3. What we are building
We install Ollama, download a small model, test classification, summarization and extraction, create a local function and escalate to paid AI when needed.
4. Installing Ollama
Ollama serves a local API at http://localhost:11434/api and provides endpoints such as /api/generate and /api/chat.
ollama run llama3.2:1b
curl http://localhost:11434/api/chat -d '{
"model": "llama3.2:1b",
"messages": [
{"role": "user", "content": "Classify this ticket: I cannot access VPN"}
],
"stream": false
}'
5. Choosing small models
The Llama 3.2 page on Ollama lists small 1B and 3B variants. Use 1B for simple classification, tags and short rewrites; use 3B for summaries, JSON extraction and slightly more nuanced classification.
6. Valid SLM tasks
Good tasks: classify emails, summarize internal notes, extract dates, detect duplicates, prepare context and create drafts. Bad first tasks: critical decisions, final client writing and anything hard to review.
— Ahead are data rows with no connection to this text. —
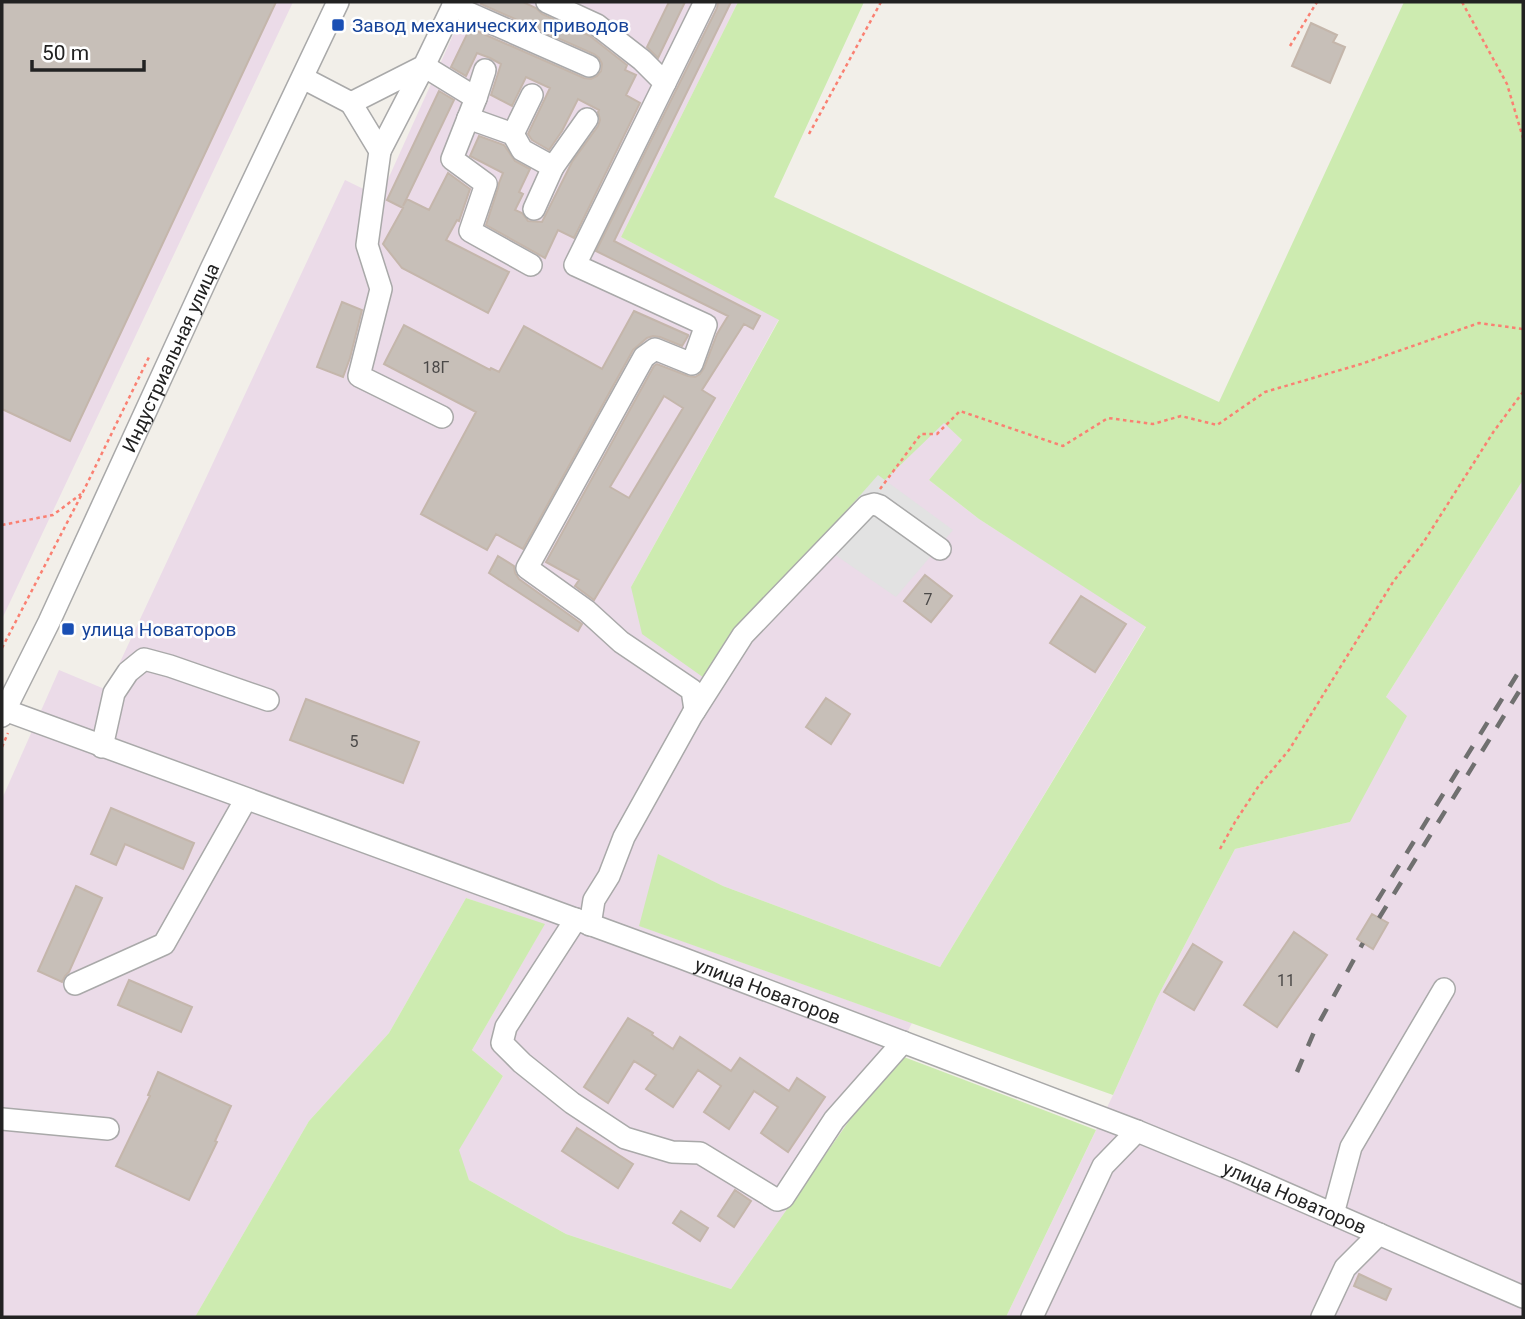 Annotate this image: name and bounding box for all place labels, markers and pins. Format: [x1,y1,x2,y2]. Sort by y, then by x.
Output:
place label: Завод механических приводов [352,14,629,37]
marker: Завод механических приводов [330,17,346,33]
place label: улица Новаторов [82,618,236,641]
marker: улица Новаторов [60,621,76,637] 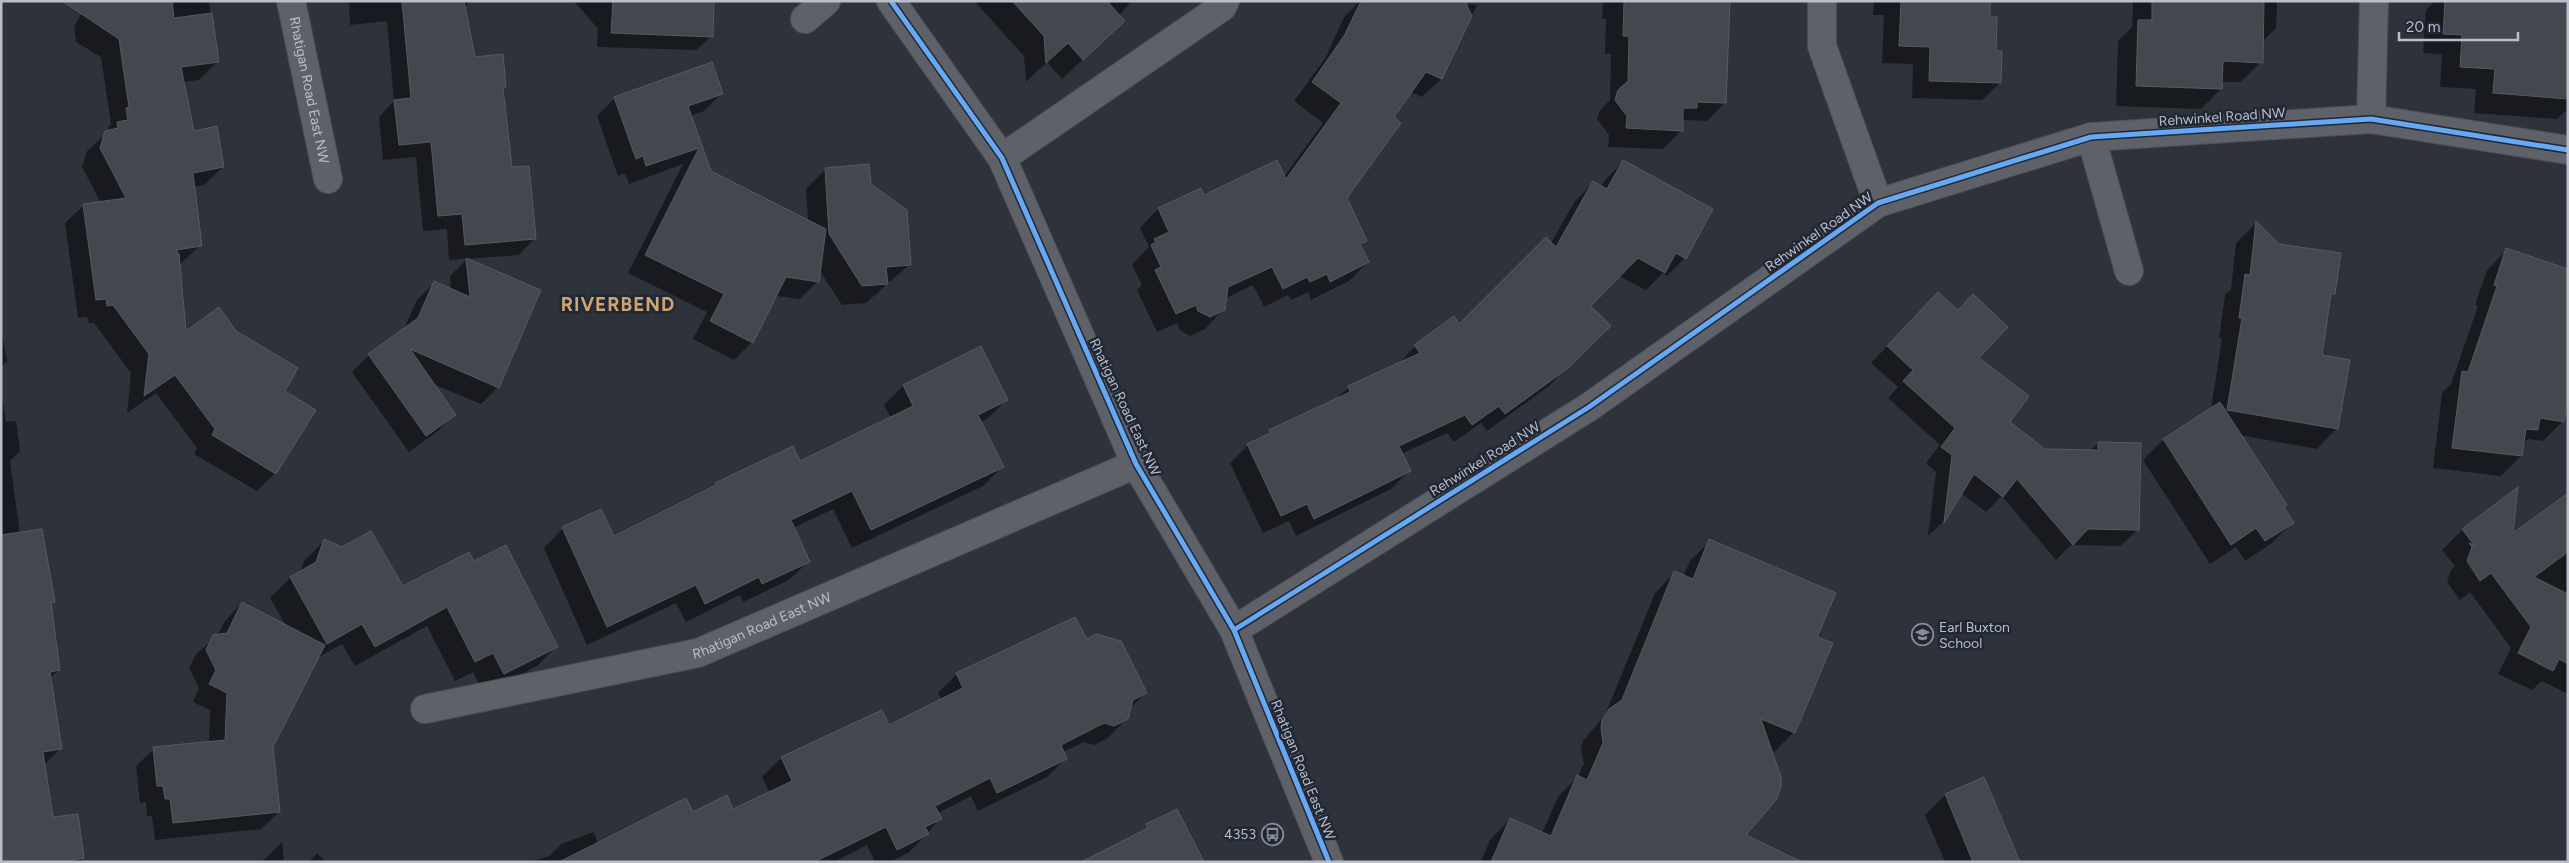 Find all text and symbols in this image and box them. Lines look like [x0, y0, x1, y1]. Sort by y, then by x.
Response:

7. Local classification service
import requests
def classify_ticket(text):
prompt = f"Classify this ticket as vpn, email, hardware, software or other:\n{text}"
response = requests.post(
"http://localhost:11434/api/chat",
json={
"model": "llama3.2:1b",
"stream": False,
"messages": [{"role": "user", "content": prompt}],
},
timeout=60,
)
response.raise_for_status()
return response.json()["message"]["content"].strip().lower()
8. Measuring quality, cost and time
Track accuracy, avoided tokens, manual review and decision. If the model fails only in specific cases, add escalation rules.
9. Extras
Use Ollama Modelfile to specialize behavior, keep failed examples, and do not measure speed alone.
10. Full stack
Ollama, a small model, real examples, a test script, accuracy tracking and a fallback rule to paid AI.